A new museum in Yellowknife will celebrate the city’s history when it opens later this summer.
Operated by the Yellowknife Historical Society, the Yellowknife Historical Museum will be housed in Giant Mine’s former recreation building at the edge of the old mine site.
The museum will have a gallery; a cafe and restaurant space that seats 50, plus outdoor seating; and a gift shop featuring the work of local artists.
Marie Adams, the secretary treasurer on the society’s board, said she hopes the museum will give tourists another thing to do during the day.
“The Prince of Wales Northern Heritage Centre is fantastic. It’s a great place, but they cannot devote the majority of their attention to Yellowknife – they serve the whole Northwest Territories,” Adams said.
“The main exhibit’s focus will be chronological,” said Adams. “It’ll start with the rocks. The oldest rock in the world was found just north of here, so these rocks are pretty important to people who like rocks and like the terrain.”

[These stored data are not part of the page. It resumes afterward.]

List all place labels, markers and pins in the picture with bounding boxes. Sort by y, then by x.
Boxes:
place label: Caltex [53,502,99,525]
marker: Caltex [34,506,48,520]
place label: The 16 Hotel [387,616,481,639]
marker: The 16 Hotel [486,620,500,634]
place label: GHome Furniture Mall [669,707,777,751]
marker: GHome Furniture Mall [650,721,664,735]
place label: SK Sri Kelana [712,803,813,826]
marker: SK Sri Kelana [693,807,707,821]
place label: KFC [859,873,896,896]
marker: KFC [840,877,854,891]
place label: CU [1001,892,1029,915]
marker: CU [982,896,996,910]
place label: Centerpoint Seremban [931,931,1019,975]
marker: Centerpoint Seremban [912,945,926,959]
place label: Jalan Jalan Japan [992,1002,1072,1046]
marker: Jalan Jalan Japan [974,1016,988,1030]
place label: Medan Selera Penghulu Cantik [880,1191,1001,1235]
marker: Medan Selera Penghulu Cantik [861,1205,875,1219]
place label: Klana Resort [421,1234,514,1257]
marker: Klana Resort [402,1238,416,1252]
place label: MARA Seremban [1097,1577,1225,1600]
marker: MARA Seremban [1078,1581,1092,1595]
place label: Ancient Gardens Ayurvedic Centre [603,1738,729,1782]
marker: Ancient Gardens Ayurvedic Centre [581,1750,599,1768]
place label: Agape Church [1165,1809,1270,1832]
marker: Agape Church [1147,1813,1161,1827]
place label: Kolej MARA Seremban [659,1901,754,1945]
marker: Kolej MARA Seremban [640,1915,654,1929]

Then the exhibit will dive into the Indigenous history of the area, then the mining history, and finally look at how Yellowknife became a government town.
The historical society will also still have old mining equipment set up outside around the museum.
Helmut Epp, the society’s president, said the building hosting the museum was originally constructed in 1953. Over the next 15 years, five additions were added to it, including a billiards room, a small library, and a post office.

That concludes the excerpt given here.